Uldis Bērziņš (1944) has been writing an impressive epos his entire life; its subject is his relationship to language and the relationship of language to itself. Language and time are the central motifs in Bērziņš’s poetry, yet they are never separated. Bērziņš does not express thoughts so much as he creates them, sending the reader off on an expedition to a labyrinth of meaning.  Although Bērziņš’s poetry is published in collections, one gets the impression that he is constantly working on one gigantic text, with each new poem adding another fragment. An encyclopedic or analytical approach to Bērziņš’s poetry can hardly be imagined: first of all because it is impossible to define the tradition to which he belongs. To be more precise, Bērziņš’s ancestors are found everywhere: from the Sumerian cuneiform scribes and authors of the Old Testament to many modern writers, from poetic geniuses to anonymous authors of popular songs: everyone who has an intimate connection to words or, as Bērziņš puts it, "have exhaled the word". Because to Bērziņš language is not an instrument with which to describe the world or express a thought; to him, language is a live organism that finds its way out into the world through man and vice versa: man is fully alive in language. From here the reverential attitude toward the word: Bērziņš does not divide language into the vernacular and the poetic: everything "exhaled" can become poetic.

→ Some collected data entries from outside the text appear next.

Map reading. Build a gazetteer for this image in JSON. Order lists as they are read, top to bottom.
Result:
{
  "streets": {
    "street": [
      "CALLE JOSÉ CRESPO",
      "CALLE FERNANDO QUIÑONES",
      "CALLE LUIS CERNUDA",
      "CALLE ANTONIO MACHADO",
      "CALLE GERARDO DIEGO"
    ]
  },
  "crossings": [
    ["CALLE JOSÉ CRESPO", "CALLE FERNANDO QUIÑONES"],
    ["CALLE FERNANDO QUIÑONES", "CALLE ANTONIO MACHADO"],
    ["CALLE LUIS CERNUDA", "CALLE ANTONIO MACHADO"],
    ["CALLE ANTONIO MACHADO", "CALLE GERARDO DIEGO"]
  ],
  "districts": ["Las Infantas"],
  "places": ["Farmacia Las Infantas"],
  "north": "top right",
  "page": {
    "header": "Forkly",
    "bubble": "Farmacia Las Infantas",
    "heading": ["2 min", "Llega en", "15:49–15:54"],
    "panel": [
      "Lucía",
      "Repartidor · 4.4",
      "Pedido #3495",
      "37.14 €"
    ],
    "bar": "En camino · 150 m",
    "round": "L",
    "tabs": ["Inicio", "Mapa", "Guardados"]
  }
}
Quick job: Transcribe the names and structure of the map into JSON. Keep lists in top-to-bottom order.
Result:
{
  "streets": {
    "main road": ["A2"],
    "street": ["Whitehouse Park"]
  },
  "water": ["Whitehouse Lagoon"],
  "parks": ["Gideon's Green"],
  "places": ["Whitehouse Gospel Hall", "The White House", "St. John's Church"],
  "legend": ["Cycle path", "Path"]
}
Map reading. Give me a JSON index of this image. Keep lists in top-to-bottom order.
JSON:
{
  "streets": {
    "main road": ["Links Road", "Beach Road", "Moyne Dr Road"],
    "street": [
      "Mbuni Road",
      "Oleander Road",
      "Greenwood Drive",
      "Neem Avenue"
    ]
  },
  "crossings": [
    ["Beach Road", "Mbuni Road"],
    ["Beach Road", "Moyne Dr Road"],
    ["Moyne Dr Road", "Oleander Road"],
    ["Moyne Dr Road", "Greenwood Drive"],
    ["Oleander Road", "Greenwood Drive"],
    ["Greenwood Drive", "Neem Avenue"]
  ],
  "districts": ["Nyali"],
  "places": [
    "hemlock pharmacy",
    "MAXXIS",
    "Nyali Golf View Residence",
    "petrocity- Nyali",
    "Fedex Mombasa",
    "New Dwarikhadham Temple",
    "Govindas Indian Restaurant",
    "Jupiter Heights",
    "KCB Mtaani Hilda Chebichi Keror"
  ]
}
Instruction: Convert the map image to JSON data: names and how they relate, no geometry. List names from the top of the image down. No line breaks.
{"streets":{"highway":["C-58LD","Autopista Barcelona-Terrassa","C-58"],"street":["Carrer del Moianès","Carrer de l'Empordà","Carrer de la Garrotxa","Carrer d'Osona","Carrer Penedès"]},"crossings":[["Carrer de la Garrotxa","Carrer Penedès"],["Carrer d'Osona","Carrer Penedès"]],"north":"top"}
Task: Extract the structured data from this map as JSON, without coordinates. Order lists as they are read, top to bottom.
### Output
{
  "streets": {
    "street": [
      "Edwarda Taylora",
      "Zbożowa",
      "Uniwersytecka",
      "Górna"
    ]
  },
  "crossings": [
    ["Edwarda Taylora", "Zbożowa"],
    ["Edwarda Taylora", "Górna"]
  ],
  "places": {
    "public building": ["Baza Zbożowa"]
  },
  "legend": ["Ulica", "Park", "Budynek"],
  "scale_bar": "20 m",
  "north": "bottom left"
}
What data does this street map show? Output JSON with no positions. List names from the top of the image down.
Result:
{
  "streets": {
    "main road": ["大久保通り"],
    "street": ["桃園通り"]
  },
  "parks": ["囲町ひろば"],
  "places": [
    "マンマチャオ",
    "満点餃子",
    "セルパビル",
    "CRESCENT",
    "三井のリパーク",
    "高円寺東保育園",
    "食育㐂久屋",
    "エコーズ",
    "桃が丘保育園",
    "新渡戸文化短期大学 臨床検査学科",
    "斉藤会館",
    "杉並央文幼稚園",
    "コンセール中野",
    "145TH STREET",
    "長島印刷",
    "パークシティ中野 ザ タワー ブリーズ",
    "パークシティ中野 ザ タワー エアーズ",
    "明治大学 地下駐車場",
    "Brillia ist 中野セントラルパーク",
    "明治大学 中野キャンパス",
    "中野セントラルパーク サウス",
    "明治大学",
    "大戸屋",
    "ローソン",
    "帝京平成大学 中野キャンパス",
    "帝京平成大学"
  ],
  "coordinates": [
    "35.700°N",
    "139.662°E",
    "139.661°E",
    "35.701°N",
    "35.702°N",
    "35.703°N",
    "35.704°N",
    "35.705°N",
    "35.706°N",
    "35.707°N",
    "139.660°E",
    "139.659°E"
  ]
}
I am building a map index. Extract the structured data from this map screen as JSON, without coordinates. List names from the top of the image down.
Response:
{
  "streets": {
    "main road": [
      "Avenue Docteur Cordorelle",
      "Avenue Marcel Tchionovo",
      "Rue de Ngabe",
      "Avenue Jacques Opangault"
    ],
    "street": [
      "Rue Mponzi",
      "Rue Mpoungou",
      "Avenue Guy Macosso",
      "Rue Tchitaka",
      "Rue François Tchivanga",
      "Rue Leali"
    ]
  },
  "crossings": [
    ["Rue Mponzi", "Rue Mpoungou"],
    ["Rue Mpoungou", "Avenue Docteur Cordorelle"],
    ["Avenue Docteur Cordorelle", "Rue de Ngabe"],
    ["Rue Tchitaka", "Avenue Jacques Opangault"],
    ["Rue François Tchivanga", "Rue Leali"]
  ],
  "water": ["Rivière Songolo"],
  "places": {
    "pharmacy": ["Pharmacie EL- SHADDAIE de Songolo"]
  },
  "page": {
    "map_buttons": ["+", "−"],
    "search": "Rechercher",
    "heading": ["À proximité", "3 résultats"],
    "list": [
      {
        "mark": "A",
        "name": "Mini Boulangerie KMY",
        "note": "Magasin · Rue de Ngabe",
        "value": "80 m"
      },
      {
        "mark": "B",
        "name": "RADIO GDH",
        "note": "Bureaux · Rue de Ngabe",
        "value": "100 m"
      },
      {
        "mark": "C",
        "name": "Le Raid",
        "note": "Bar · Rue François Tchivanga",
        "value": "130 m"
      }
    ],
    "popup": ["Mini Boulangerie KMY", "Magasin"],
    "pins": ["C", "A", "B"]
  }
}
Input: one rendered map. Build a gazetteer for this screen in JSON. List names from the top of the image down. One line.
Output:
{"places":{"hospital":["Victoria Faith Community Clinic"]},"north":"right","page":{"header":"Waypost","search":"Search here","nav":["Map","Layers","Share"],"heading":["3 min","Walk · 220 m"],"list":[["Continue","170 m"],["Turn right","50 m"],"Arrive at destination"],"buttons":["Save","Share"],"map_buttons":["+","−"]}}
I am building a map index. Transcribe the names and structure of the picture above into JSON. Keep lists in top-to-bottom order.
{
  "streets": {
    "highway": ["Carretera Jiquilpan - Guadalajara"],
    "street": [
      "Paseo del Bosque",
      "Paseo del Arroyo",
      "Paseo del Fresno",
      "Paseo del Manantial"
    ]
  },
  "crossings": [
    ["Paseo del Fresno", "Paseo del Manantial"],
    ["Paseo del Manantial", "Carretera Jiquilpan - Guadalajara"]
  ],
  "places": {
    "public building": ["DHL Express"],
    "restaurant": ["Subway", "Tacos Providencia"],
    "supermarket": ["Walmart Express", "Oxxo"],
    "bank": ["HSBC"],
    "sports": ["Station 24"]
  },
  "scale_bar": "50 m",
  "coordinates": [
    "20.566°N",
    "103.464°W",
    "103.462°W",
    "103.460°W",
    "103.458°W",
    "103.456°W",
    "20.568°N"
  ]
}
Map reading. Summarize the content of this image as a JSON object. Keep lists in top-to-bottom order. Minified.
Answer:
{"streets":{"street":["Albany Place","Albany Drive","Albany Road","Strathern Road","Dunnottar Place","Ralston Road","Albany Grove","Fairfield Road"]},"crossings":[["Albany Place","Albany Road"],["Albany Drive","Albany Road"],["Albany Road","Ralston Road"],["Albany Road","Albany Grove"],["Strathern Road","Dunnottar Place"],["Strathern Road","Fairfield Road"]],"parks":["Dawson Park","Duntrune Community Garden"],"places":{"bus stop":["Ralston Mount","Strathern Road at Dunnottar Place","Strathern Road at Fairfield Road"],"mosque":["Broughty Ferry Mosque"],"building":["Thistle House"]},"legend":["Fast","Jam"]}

Bērziņš’s poetry resembles a fabric tightly woven with meanings and associations. He has practically no "clear", precisely formulated thoughts or poetic aphorisms: a fragment cut out from the body of poetry not only changes meaning, it loses everything. Any text begins suddenly, as if from nowhere and for no reason: the text does not explain whence it has sprung and makes no attempt at explaining its existence in this world: it simply is; perhaps an accident but in all likelihood a necessity. There are some very important reasons why this or that particular text has arisen here and now. Language arises and flows, on occasion becoming rhythmical prose, and its flow suggests that it was meant for chanting during some shamanic rituals and its recording of paper is an accident or a result of the writer’s exaggerated diligence. As suddenly as the text has begun it stops suggesting that it has barely escaped the clutches of silence and much remains unsaid.  There appear to be empty spaces between phrases and even words: they are not connected in terms of meaning, often, not even by association, maybe just by sound and rhythm. And yet there turns out to be a point where these phrases tend to come together – it maybe a mythological, biblical, or literary allusion, a little known historic fact, or a linguistic nuance. Somewhere in the undercurrent of his poetry, the rules and regulations are ironclad: no wonder Bērziņš’s poems are recognizable as his from the first glance. That which is not said is also poetry: sometimes Bērziņš does not say what another poet would have considered most important and put in the foreground frozen in a cliché.

Any word has grown layers and layers of meaning and nuances of meaning, which in the vernacular tend to be ignored or gradually forgotten; yet the word can also release these dormant meanings, and Bērziņš is a poet who lets us know the real tension inherent in language.

In the course of writing his epos, Bērziņš has not only changed our understanding of what a text is and what it should be, which is what poets do: he has changed our understanding of the potential of language. After Bērziņš, it will be impossible to write or talk as before. The post-Bērziņš Latvian will be another language.